Dolayısıyla bu konuda biz tutumumuzu en üst düzeyde de kayda geçiriyoruz."
ifadelerini kullandı.
'(Ukrayna'da) Adil bir barışın da kaybedeni olmaz'
Mevlüt Çavuşoğlu, "Ukrayna'daki savaşla ilgili biz
başından beri savaşın sonlandırılması için gayret sarf ettik. Savaşın ilk
aylarıyla şu anda savaşın şartları tabii çok farklı. Savaş uzadıkça daha da
çetrefilleşiyor, daha da zor oluyor. Bırakın bir barışı, bir ateşkes zor."
yorumunu yaptı.
Türkiye'nin savaşın başından bu yana bunun bir kazananı
olmayacağını söylediğini kaydeden Çavuşoğlu, "Adil bir barışın da -altını
çizerek söylüyorum- adil bir barışın da kaybedeni olmaz. Ve bu savaşın da kazananı
olmayacağını söylüyoruz ve masada bitmesi gerektiğine inanıyoruz.
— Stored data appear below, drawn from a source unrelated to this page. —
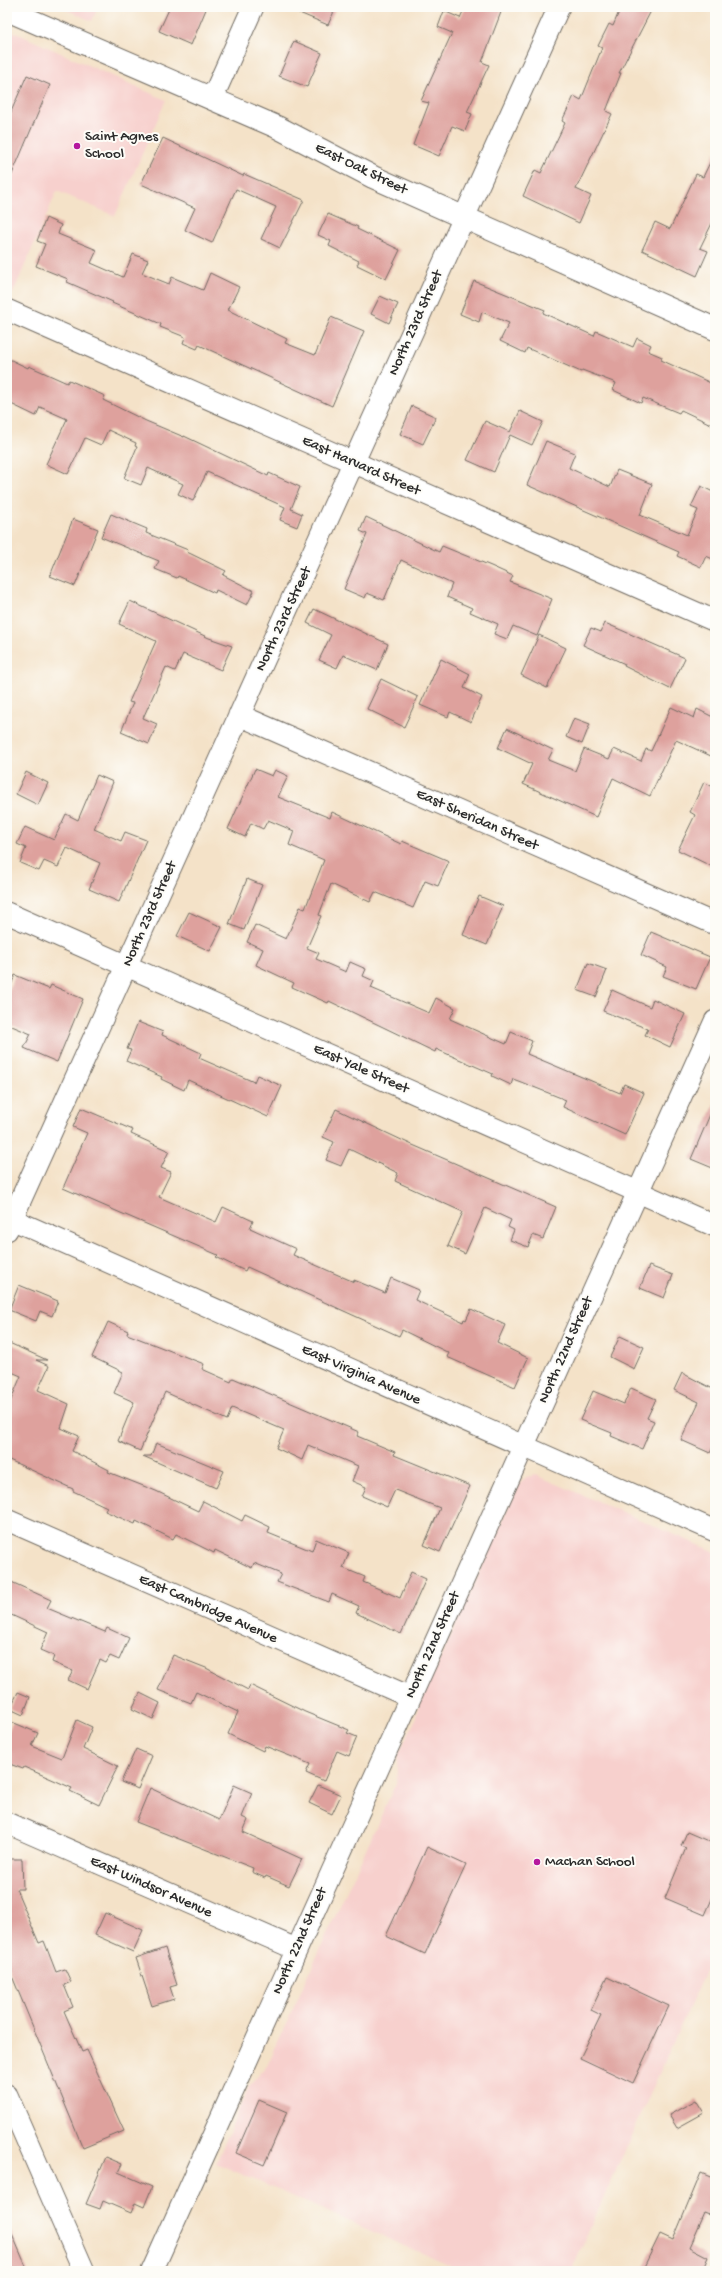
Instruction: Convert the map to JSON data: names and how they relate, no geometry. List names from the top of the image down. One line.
{"streets":{"street":["East Oak Street","North 23rd Street","East Harvard Street","East Sheridan Street","East Yale Street","North 22nd Street","East Virginia Avenue","East Cambridge Avenue","East Windsor Avenue"]},"crossings":[["East Oak Street","North 23rd Street"],["North 23rd Street","East Harvard Street"],["North 23rd Street","East Sheridan Street"],["North 23rd Street","East Yale Street"],["North 23rd Street","East Virginia Avenue"],["East Yale Street","North 22nd Street"],["North 22nd Street","East Virginia Avenue"],["North 22nd Street","East Cambridge Avenue"],["North 22nd Street","East Windsor Avenue"]],"places":["Saint Agnes School","Machan School"]}
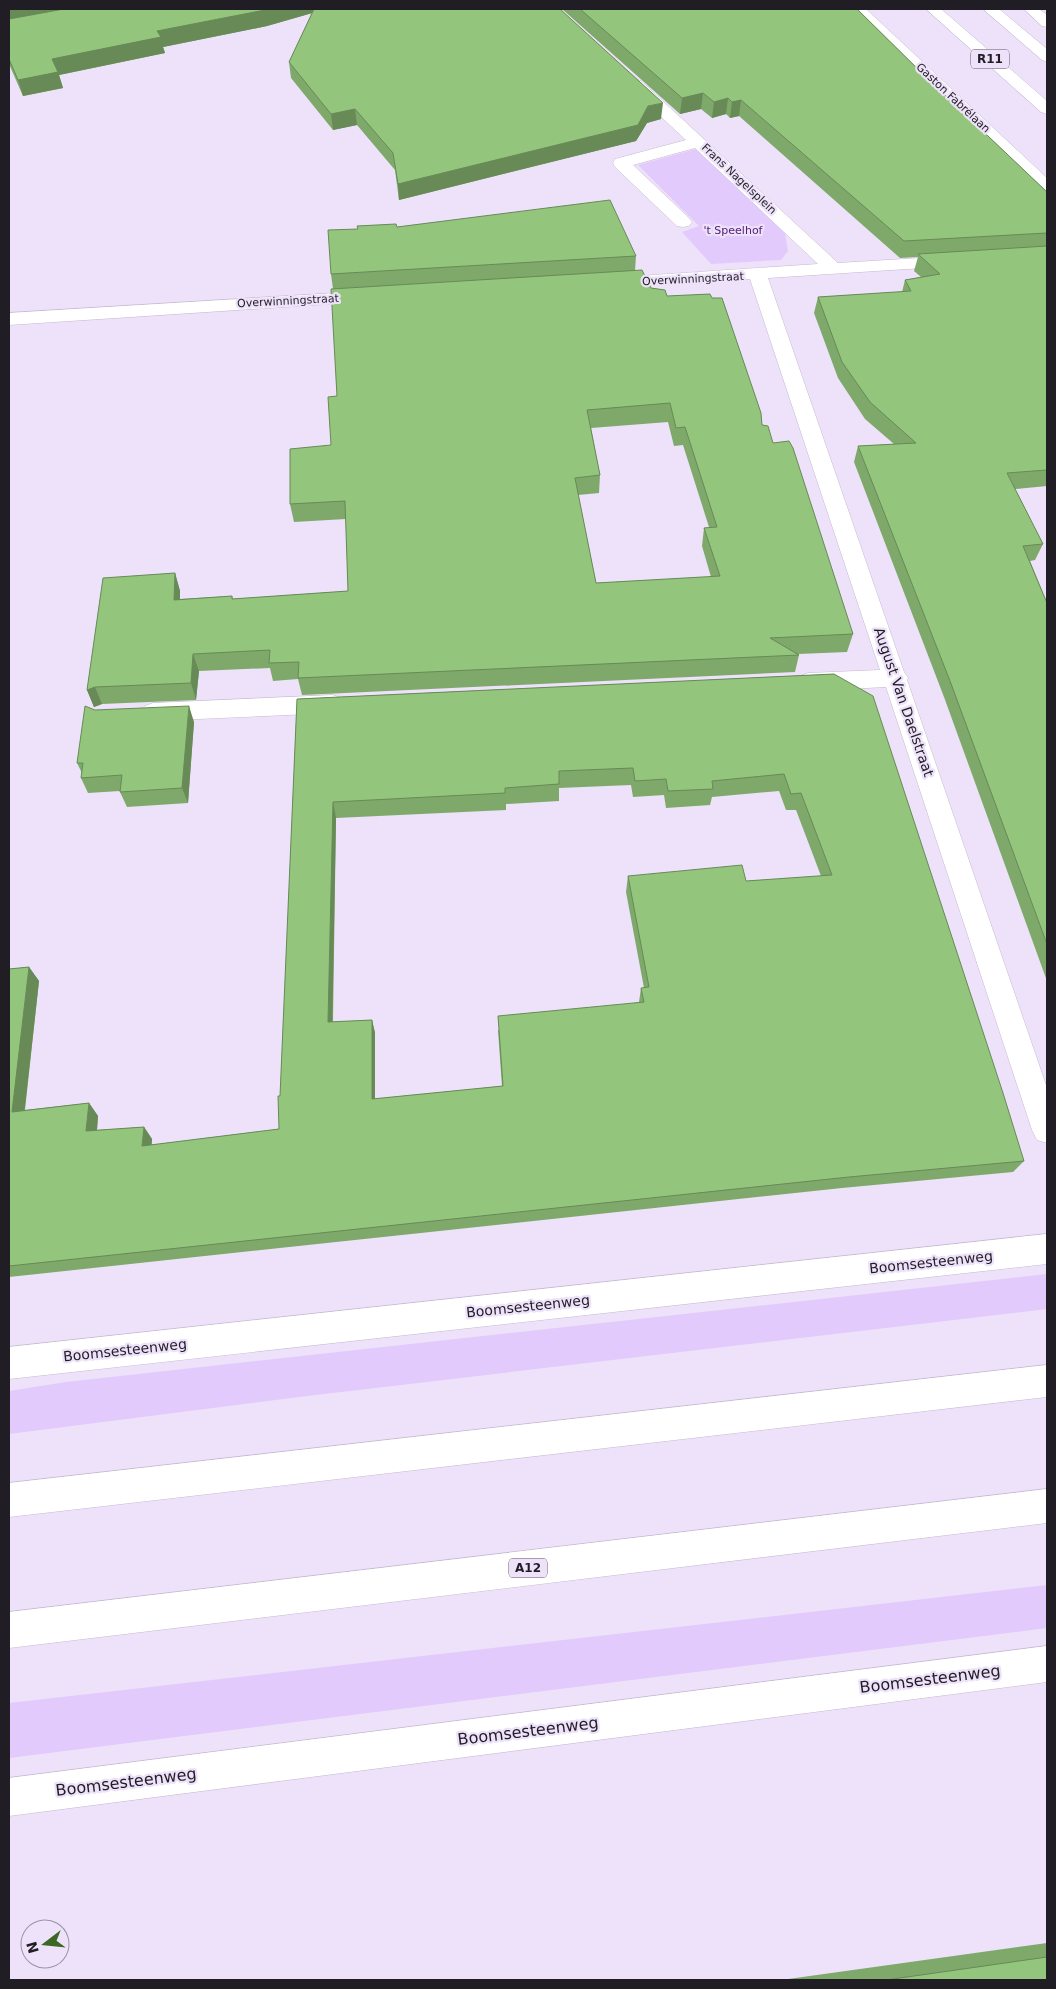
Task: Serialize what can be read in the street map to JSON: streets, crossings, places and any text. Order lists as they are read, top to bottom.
{
  "streets": {
    "main road": [
      "R11",
      "Gaston Fabrélaan",
      "Frans Nagelsplein",
      "Overwinningstraat",
      "August Van Daelstraat",
      "Boomsesteenweg",
      "A12"
    ]
  },
  "crossings": [
    ["Frans Nagelsplein", "Overwinningstraat"],
    ["Overwinningstraat", "August Van Daelstraat"]
  ],
  "parks": ["'t Speelhof"],
  "north": "left"
}
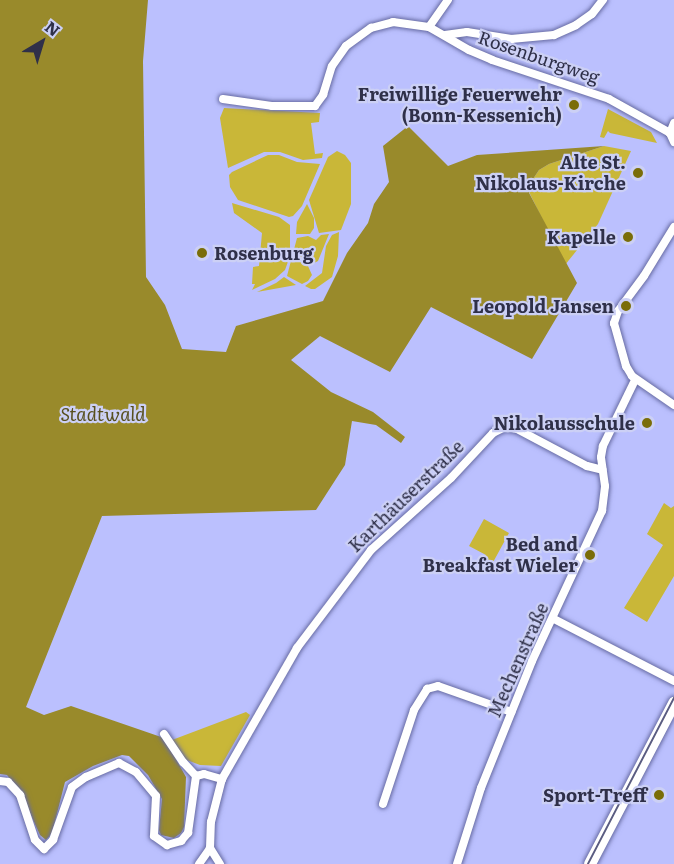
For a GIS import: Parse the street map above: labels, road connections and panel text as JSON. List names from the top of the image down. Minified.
{"streets":{"street":["Rosenburgweg","Karthäuserstraße","Mechenstraße"]},"crossings":[["Karthäuserstraße","Mechenstraße"]],"parks":["Stadtwald"],"places":["Freiwillige Feuerwehr (Bonn-Kessenich)","Alte St. Nikolaus-Kirche","Kapelle","Rosenburg","Leopold Jansen","Nikolausschule","Bed and Breakfast Wieler","Sport-Treff"],"north":"top right"}
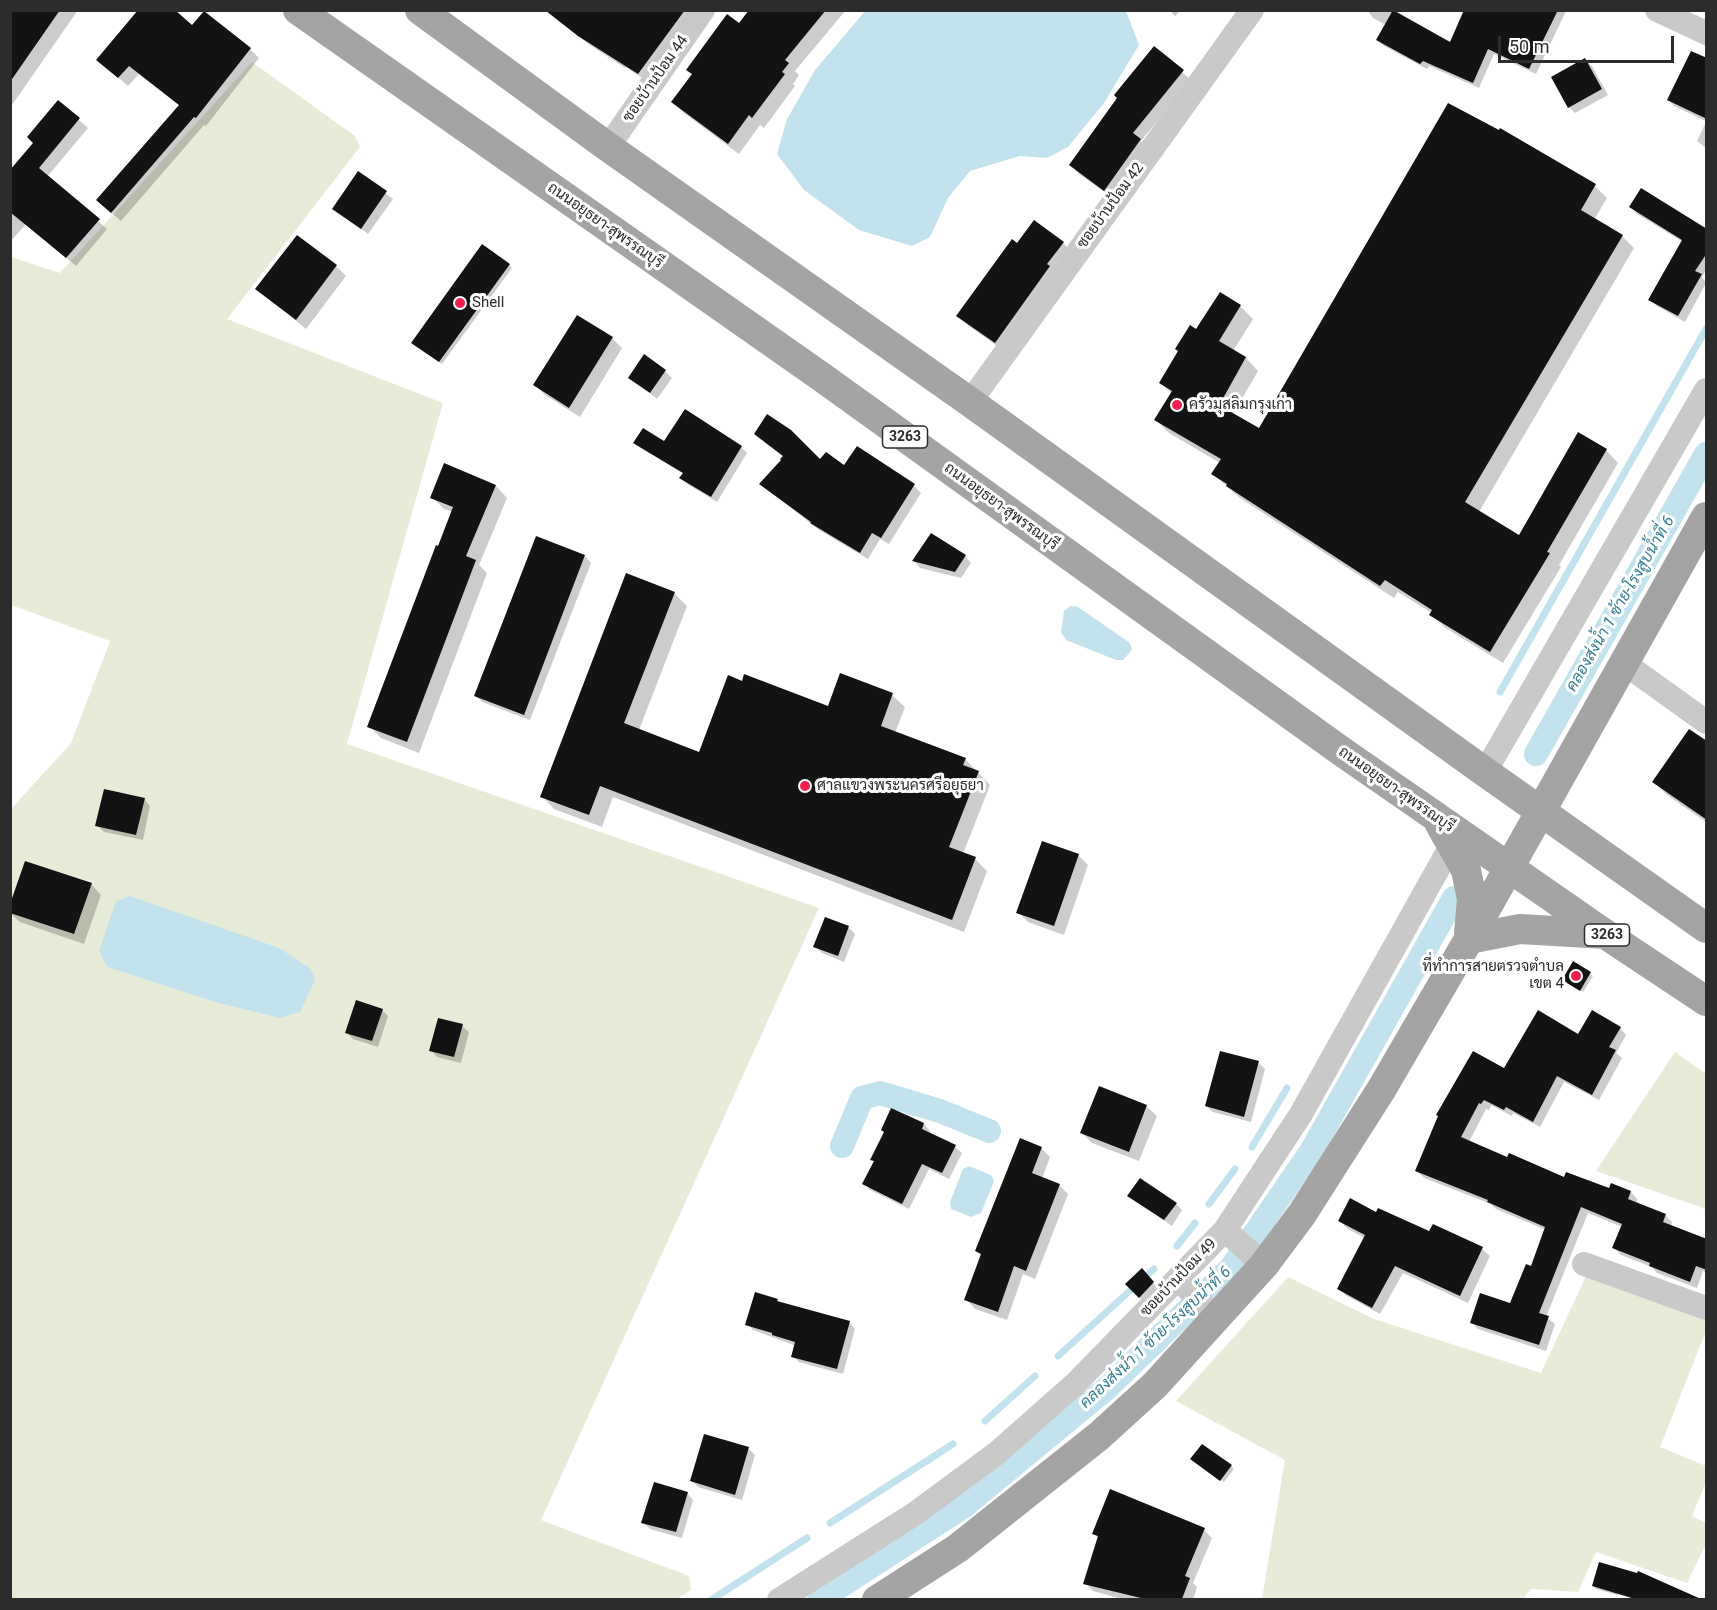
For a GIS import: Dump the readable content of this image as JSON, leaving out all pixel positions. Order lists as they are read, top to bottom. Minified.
{"streets":{"main road":["ถนนอยุธยา-สุพรรณบุรี","3263"],"street":["ซอยบ้านป้อม 44","ซอยบ้านป้อม 42","ซอยบ้านป้อม 49"]},"water":["คลองส่งน้ำ 1 ซ้าย-โรงสูบน้ำที่ 6"],"places":["Shell","ครัวมุสลิมกรุงเก่า","ศาลแขวงพระนครศรีอยุธยา","ที่ทำการสายตรวจตำบล เขต 4"],"scale_bar":"50 m"}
Bunu için de
çabalarımızı devam ettireceğiz. Ve güven artırıcı adımlar konusunda da devam
ettireceğiz." diye konuştu.
Çavuşoğlu, Ukrayna'nın kendi topraklarını korumak için
farklı ülkelerden aldığı yardımlar olduğuna da işaret ederek, şunları söyledi:
"En son işte tanklar konuşuluyor. Bazı ülkeler
'vereceğiz' diyor, 'vermeyeceğiz' diyor. F-16'lar konusunda farklı açıklamalar
var ama en önemlisi bir an önce adil bir ateşkes ve barışa doğru müzakerelerin
başlatılması, biz bundan yanayız. İki ülkenin de kabul edilebileceği bir barış
olması lazım. İki ülkeyle de angajmana girmeden bunun mümkün olmayacağını
söylüyoruz. Tek taraflı dikte edilecek bir barışı ne Ukrayna kabul eder ne
Rusya kabul eder. Gerçekçi olmamız lazım. Biz bu gerçekler temelinde
çabalarımızı sürdüreceğiz."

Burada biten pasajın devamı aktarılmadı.